§ Exercise objective
Select the lines of the records containing the word "place" and list them.

********************

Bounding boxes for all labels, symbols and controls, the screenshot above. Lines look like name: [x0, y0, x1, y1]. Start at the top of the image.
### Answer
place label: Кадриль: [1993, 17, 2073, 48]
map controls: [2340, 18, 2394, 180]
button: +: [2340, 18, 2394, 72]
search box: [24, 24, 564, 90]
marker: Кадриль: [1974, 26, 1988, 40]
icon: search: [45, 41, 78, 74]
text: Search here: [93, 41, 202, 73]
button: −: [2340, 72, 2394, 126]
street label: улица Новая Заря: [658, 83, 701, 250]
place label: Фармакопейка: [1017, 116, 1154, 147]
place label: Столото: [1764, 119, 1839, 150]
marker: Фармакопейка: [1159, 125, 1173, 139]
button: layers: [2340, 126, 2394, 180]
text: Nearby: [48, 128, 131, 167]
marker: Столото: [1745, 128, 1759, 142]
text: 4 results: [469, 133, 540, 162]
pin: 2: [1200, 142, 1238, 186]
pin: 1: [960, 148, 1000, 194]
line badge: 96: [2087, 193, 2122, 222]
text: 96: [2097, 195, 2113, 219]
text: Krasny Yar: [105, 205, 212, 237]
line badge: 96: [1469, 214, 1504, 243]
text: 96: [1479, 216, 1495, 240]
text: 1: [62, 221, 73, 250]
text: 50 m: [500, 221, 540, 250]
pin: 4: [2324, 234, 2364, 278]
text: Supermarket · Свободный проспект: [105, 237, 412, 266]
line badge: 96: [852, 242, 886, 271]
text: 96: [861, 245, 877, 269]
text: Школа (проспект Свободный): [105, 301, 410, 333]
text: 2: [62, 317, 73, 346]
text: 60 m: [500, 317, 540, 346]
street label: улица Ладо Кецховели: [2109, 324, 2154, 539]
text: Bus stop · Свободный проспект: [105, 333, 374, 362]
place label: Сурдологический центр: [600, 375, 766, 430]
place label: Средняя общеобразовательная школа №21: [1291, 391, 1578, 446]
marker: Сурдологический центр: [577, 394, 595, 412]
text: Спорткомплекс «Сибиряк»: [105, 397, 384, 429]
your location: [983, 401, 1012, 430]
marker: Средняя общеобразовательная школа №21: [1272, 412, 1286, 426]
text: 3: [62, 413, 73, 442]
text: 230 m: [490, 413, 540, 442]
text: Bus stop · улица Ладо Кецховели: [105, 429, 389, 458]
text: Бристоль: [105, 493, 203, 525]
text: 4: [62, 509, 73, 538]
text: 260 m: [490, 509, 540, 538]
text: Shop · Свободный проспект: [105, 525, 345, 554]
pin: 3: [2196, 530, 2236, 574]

********************

§ Solution to this problem
place label: Кадриль: [1993, 17, 2073, 48]
place label: Фармакопейка: [1017, 116, 1154, 147]
place label: Столото: [1764, 119, 1839, 150]
place label: Сурдологический центр: [600, 375, 766, 430]
place label: Средняя общеобразовательная школа №21: [1291, 391, 1578, 446]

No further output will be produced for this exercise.